Mixture of Experts (MoE) is the secret sauce behind models like GPT‑4 and Mixtral. Instead of activating all parameters for every input, MoE routes tokens to specialized sub-networks called "experts."
What is Mixture of Experts?
MoE replaces the traditional feed-forward layers in a Transformer with multiple parallel sub-networks (experts). A gating network decides which expert(s) should process each token. This allows the model to have far more parameters while keeping compute costs manageable.
How Gating Works
The gating mechanism (router) takes each token's representation and outputs a probability distribution over experts. Typically, only the top‑k experts (k=2 is common) are activated per token. This sparse activation is what makes MoE efficient.
Routing Strategies
Several routing strategies exist: Top‑k routing (select the best k experts), Expert Choice routing (experts choose which tokens they want), and load‑balancing loss to prevent expert collapse where a few experts get all the tokens.

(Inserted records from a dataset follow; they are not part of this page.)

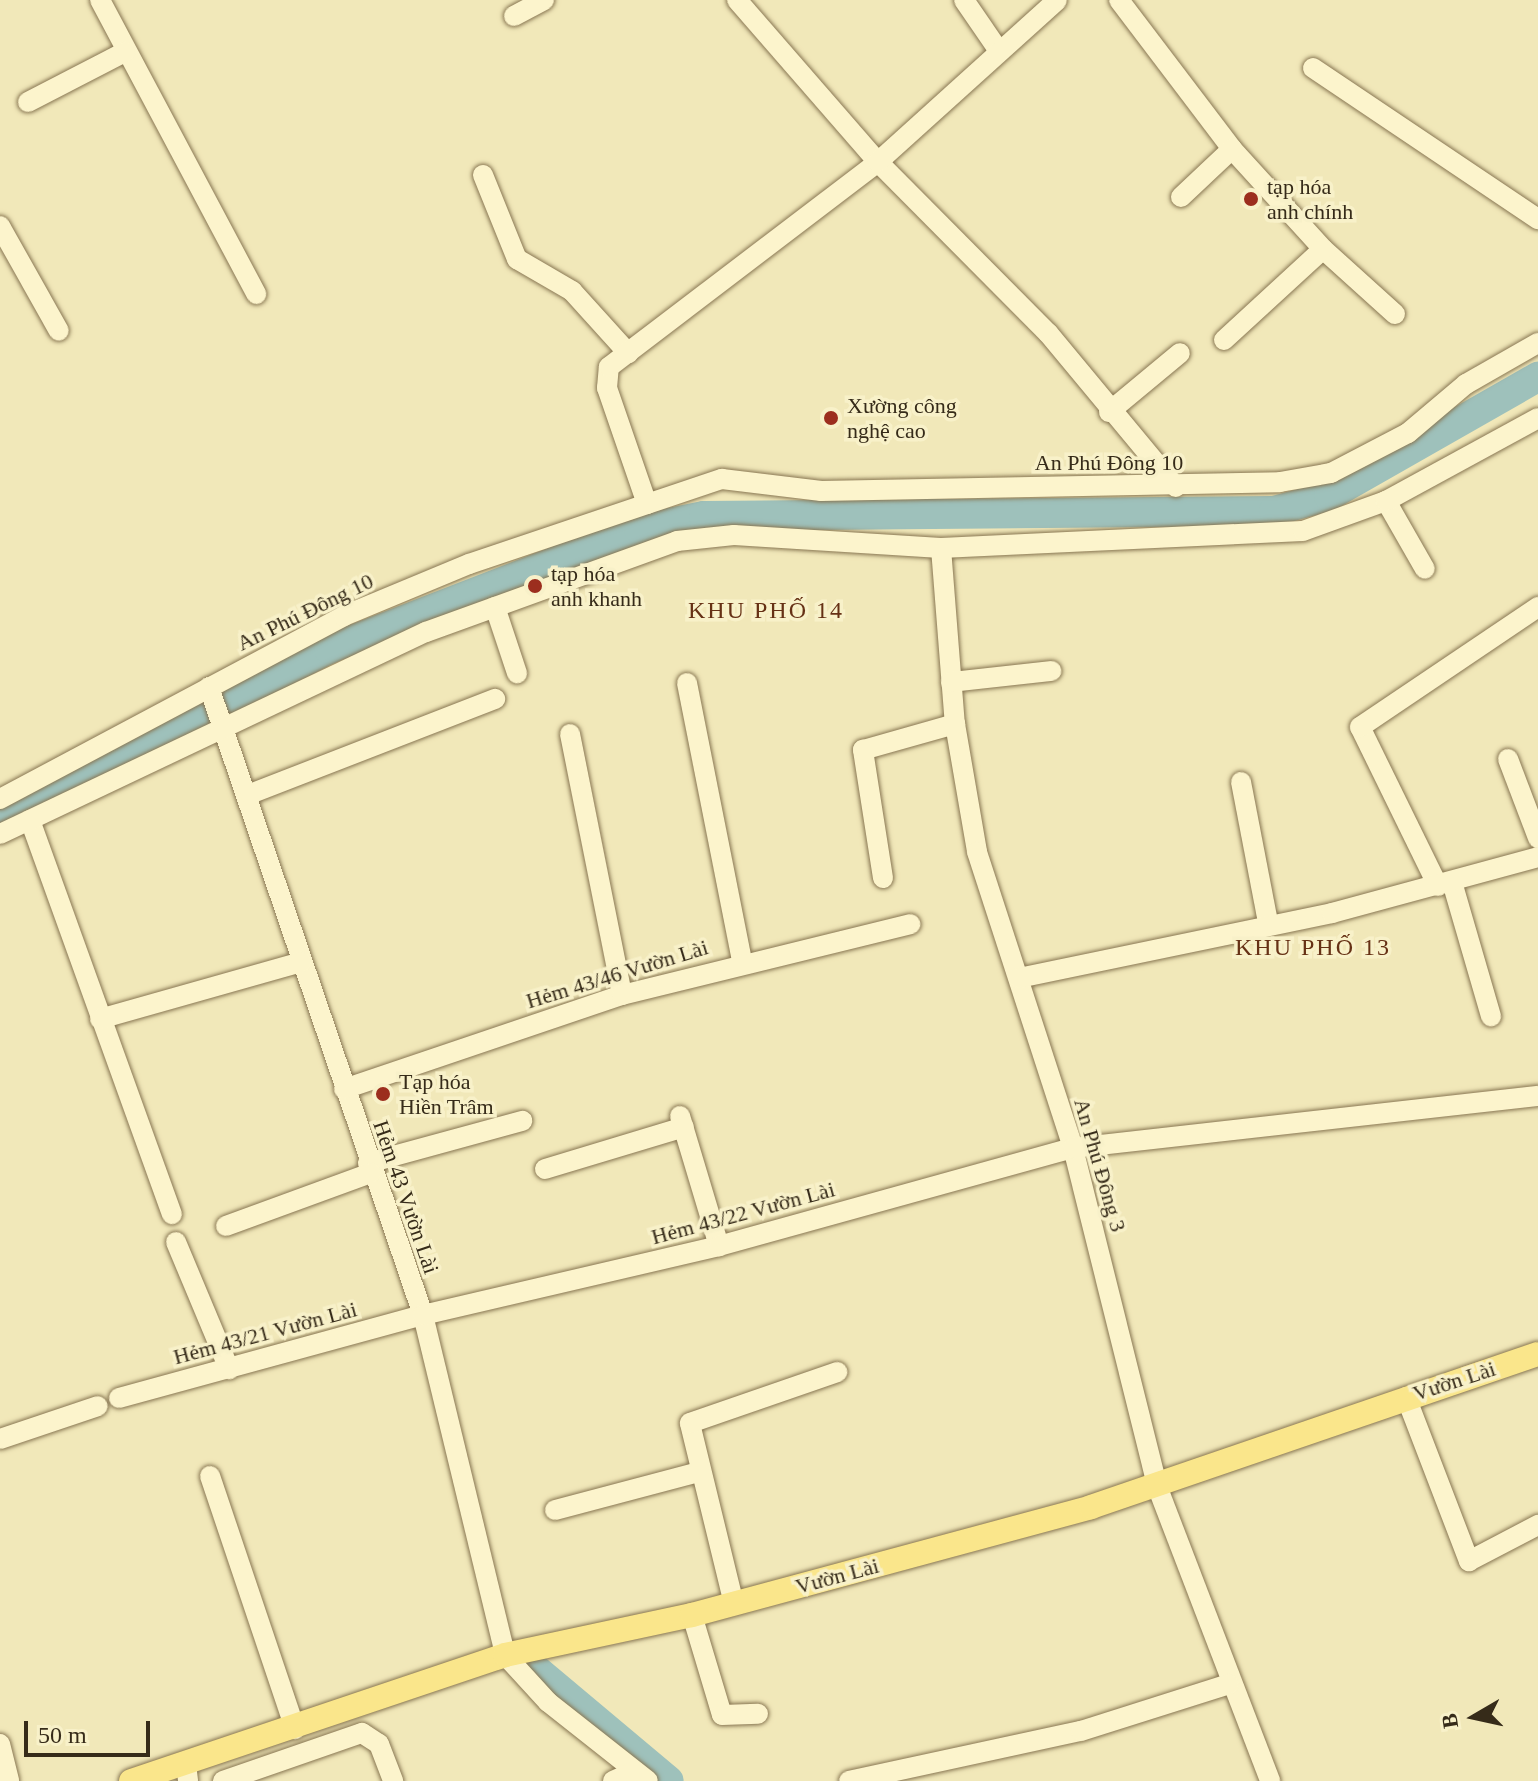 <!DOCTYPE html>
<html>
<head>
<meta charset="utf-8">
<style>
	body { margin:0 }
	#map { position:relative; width:1538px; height:1781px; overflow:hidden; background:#f1e8b9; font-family:"Times New Roman",serif }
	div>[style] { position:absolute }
	.river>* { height:30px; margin:-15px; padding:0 15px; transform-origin:15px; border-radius:15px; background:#9ec1bb }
	.roads { filter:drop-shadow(0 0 2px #887652) drop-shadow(0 0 2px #887652) }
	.minor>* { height:20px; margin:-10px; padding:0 10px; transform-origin:10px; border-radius:10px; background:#fcf4cc }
	.major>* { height:24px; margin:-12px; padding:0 12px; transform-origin:12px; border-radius:12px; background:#fae68b }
	.dots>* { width:22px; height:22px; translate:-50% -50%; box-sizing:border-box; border:4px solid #f8f1c9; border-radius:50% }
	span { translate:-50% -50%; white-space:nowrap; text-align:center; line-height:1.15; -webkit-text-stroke:7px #f8f1c9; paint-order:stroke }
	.poi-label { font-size:22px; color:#362b19 }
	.left { translate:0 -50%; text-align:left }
	.street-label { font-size:22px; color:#362b19 }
	.neighbourhood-label { font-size:24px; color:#663115; letter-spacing:2px }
	.north { position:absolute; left:1434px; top:1677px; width:80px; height:80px; -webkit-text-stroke:6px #f8f1c9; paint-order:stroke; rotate:261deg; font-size:22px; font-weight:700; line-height:32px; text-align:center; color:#362b19 }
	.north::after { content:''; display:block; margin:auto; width:28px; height:36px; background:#362b19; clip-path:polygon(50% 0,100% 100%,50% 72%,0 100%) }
	.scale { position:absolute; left:24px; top:1721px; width:126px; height:36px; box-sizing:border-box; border:4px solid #362b19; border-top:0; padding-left:10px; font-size:24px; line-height:28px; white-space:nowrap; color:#362b19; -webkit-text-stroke:6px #f8f1c9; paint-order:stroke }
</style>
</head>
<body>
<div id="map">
	<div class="river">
		<i style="left:0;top:818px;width:370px;rotate:-27.2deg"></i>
		<i style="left:329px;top:649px;width:332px;rotate:-21.2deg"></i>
		<i style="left:639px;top:529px;width:66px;rotate:-11.3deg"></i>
		<i style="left:704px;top:516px;width:570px;rotate:-0.5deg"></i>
		<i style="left:1274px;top:511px;width:57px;rotate:-15.3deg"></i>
		<i style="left:1329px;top:496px;width:241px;rotate:-29.7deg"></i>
		<i style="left:533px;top:1667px;width:177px;rotate:40deg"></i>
	</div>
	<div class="roads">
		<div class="minor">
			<i style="left:100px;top:0;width:333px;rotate:62deg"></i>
			<i style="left:737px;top:0;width:215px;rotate:49deg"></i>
			<i style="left:878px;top:162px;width:241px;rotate:45.2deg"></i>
			<i style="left:1048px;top:333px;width:200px;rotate:50.3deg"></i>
			<i style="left:964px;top:0;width:62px;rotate:55.5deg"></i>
			<i style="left:1119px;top:0;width:187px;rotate:52.8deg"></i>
			<i style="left:1232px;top:149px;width:135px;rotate:47.7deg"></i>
			<i style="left:1323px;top:249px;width:97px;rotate:42.1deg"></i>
			<i style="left:514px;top:16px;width:34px;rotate:-28deg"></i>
			<i style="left:1313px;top:68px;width:271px;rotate:33.9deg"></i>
			<i style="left:28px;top:102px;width:109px;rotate:-27.3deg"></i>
			<i style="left:483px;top:175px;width:91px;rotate:68deg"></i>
			<i style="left:517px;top:259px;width:64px;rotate:30.2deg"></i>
			<i style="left:572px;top:291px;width:84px;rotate:47.9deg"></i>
			<i style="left:1181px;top:197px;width:70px;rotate:-43.3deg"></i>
			<i style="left:0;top:226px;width:120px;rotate:60.7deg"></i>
			<i style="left:1224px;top:340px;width:134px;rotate:-42.6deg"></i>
			<i style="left:1109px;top:412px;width:92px;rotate:-39.7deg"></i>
			<i style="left:1386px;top:501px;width:78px;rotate:60.2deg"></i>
			<i style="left:647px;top:504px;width:123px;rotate:-109deg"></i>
			<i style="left:607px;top:388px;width:21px;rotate:-85deg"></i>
			<i style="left:609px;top:367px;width:338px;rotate:-37.3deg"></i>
			<i style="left:878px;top:162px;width:241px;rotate:-42.1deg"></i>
			<i style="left:941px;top:548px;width:177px;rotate:85.5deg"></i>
			<i style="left:955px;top:724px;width:130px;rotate:80.2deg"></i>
			<i style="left:977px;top:852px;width:311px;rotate:72deg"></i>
			<i style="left:1073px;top:1148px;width:348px;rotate:76deg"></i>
			<i style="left:1157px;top:1486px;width:316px;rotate:69deg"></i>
			<i style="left:495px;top:607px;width:70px;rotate:71.6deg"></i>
			<i style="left:951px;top:682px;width:101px;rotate:-6.3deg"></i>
			<i style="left:687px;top:683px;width:283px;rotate:78.8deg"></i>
			<i style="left:209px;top:687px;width:663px;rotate:71.18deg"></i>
			<i style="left:423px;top:1315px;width:350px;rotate:76.4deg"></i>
			<i style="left:505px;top:1655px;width:64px;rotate:47.5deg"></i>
			<i style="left:548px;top:1702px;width:127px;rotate:38.3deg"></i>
			<i style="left:570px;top:734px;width:266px;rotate:78.7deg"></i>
			<i style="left:1508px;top:759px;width:85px;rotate:69.2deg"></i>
			<i style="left:1241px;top:782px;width:143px;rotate:79.1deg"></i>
			<i style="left:250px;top:794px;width:263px;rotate:-21.2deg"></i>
			<i style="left:0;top:799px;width:390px;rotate:-28deg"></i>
			<i style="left:344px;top:616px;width:135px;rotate:-22.6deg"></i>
			<i style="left:469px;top:564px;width:267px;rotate:-18.6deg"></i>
			<i style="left:722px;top:479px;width:100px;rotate:6.9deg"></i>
			<i style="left:821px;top:491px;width:459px;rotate:-1.1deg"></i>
			<i style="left:1280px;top:482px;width:52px;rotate:-10deg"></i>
			<i style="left:1331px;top:473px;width:87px;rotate:-27.5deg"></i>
			<i style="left:1408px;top:433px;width:76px;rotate:-40.2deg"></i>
			<i style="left:1466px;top:384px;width:83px;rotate:-29.7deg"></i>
			<i style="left:30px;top:820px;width:419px;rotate:70.2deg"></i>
			<i style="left:0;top:834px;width:471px;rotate:-25.4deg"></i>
			<i style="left:426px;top:632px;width:267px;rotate:-19.9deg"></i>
			<i style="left:677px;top:541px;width:57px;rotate:-6deg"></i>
			<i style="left:734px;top:535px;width:207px;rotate:3.6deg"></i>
			<i style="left:941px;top:548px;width:362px;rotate:-2.7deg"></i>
			<i style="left:1303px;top:531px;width:88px;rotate:-19.9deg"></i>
			<i style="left:1386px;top:501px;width:173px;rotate:-28.6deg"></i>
			<i style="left:883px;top:878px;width:130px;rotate:-98.9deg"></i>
			<i style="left:863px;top:750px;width:96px;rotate:-15.8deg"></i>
			<i style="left:1452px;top:882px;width:140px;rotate:73.8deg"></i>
			<i style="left:1438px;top:886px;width:177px;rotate:-116.1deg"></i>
			<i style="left:1360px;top:727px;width:215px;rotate:-34deg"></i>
			<i style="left:1019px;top:978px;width:320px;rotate:-11.7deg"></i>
			<i style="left:1332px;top:913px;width:213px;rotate:-15.2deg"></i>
			<i style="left:100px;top:1019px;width:209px;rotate:-15.8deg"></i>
			<i style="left:344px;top:1089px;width:293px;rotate:-18.7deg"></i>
			<i style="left:622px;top:995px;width:297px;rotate:-13.8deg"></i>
			<i style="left:680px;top:1116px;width:136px;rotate:73.3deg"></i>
			<i style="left:368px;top:1163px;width:160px;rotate:-15.3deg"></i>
			<i style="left:545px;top:1169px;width:145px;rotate:-16.8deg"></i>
			<i style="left:226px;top:1226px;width:154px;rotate:-20.1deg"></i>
			<i style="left:176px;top:1242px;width:138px;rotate:67.3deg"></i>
			<i style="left:1406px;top:1397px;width:176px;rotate:69deg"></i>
			<i style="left:1469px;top:1561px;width:78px;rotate:-27.6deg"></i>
			<i style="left:119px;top:1398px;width:315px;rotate:-15.3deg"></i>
			<i style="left:423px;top:1315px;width:304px;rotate:-13.1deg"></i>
			<i style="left:719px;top:1246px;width:367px;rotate:-15.5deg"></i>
			<i style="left:1073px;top:1148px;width:468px;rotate:-6.4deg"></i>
			<i style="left:0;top:1439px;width:103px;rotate:-18.6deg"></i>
			<i style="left:210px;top:1476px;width:267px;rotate:71.4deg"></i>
			<i style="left:555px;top:1510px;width:149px;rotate:-14.8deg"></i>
			<i style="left:734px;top:1604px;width:186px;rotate:-103.7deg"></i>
			<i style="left:690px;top:1423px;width:156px;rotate:-19.1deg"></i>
			<i style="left:692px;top:1615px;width:104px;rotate:73.3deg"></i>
			<i style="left:722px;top:1715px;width:36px;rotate:-2deg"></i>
			<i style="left:0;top:1744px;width:38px;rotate:76deg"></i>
			<i style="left:186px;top:1764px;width:17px;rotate:83deg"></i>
			<i style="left:223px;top:1781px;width:147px;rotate:-19.1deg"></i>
			<i style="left:362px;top:1733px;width:20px;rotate:33deg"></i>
			<i style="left:379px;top:1744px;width:40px;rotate:69deg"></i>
			<i style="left:613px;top:1781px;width:24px;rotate:-24deg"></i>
			<i style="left:849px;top:1781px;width:237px;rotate:-12.2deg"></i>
			<i style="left:1081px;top:1731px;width:155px;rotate:-17.6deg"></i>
		</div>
		<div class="major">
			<i style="left:131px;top:1781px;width:395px;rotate:-18.6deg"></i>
			<i style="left:505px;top:1655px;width:191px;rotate:-12.1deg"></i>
			<i style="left:692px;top:1615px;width:413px;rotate:-15.1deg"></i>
			<i style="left:1091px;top:1507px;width:472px;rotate:-18.9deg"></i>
		</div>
	</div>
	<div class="dots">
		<i style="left:1251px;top:199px;background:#9c2e1e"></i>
		<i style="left:831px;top:418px;background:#9c2e1e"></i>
		<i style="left:535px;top:586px;background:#9c2e1e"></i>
		<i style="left:383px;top:1094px;background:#9c2e1e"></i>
	</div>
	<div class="poi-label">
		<span class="left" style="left:1267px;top:199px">tạp hóa<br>anh chính</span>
		<span class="left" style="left:847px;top:418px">Xường công<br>nghệ cao</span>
		<span class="left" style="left:551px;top:586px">tạp hóa<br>anh khanh</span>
		<span class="left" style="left:399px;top:1094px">Tạp hóa<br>Hiền Trâm</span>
	</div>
	<div class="street-label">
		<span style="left:1109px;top:463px">An Phú Đông 10</span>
		<span style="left:305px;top:612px;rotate:-26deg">An Phú Đông 10</span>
		<span style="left:617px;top:974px;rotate:-17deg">Hẻm 43/46 Vườn Lài</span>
		<span style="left:1100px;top:1165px;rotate:74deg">An Phú Đông 3</span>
		<span style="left:406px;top:1197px;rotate:71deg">Hẻm 43 Vườn Lài</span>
		<span style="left:743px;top:1213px;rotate:-15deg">Hẻm 43/22 Vườn Lài</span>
		<span style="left:265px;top:1333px;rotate:-15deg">Hẻm 43/21 Vườn Lài</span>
		<span style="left:1454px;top:1381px;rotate:-18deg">Vườn Lài</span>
		<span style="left:837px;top:1576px;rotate:-15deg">Vườn Lài</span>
	</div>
	<div class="neighbourhood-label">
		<span style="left:766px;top:611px">KHU PHỐ 14</span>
		<span style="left:1313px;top:948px">KHU PHỐ 13</span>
	</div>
	<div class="north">B</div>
	<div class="scale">50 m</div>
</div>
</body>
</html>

MoE in Practice: GPT‑4 & Mixtral
GPT‑4 is rumored to use 8 experts with approximately 1.8 trillion parameters total, but only about 280B are active per forward pass. Mixtral 8x7B uses 8 experts of 7B parameters each, outperforming much larger dense models.
Trade‑offs & Future
MoE trades memory for compute: the full model must fit in memory, but inference is faster due to sparse activation. Challenges include expert load balancing, training instability, and communication overhead in distributed settings.